Learning Verifiable Control Policies Using Relaxed Verification
Puja Chaudhury, Alexander Estornell, Michael Everett
TL;DR
The paper tackles safety guarantees for learning-based control by integrating differentiable reachability bounds into the training loop, using LiRPA/CROWN to produce tight, runtime-checkable guarantees. By optimizing a composite loss that encodes reach-avoid and invariance properties over a horizon $T$, the method guides neural policies toward verifiable safety specifications. Empirical results on a 2D unicycle and a 6D quadrotor show that policies trained with these relaxed, differentiable bounds can both reach goals and avoid obstacles, while yielding tight bound estimates suitable for lightweight verification at runtime.

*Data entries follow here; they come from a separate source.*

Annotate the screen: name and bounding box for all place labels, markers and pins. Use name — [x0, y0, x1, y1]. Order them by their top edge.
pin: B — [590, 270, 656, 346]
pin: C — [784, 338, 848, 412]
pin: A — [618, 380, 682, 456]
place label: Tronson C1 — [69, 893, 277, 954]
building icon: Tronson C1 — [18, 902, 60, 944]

The approach promises safer deployment of learning-based controllers by combining training-time verification with scalable bound computation. Future work includes extending scalability, more challenging specifications, and integration with imitation learning for demonstrations.
Abstract
To provide safety guarantees for learning-based control systems, recent work has developed formal verification methods to apply after training ends. However, if the trained policy does not meet the specifications, or there is conservatism in the verification algorithm, establishing these guarantees may not be possible. Instead, this work proposes to perform verification throughout training to ultimately aim for policies whose properties can be evaluated throughout runtime with lightweight, relaxed verification algorithms. The approach is to use differentiable reachability analysis and incorporate new components into the loss function. Numerical experiments on a quadrotor model and unicycle model highlight the ability of this approach to lead to learned control policies that satisfy desired reach-avoid and invariance specifications.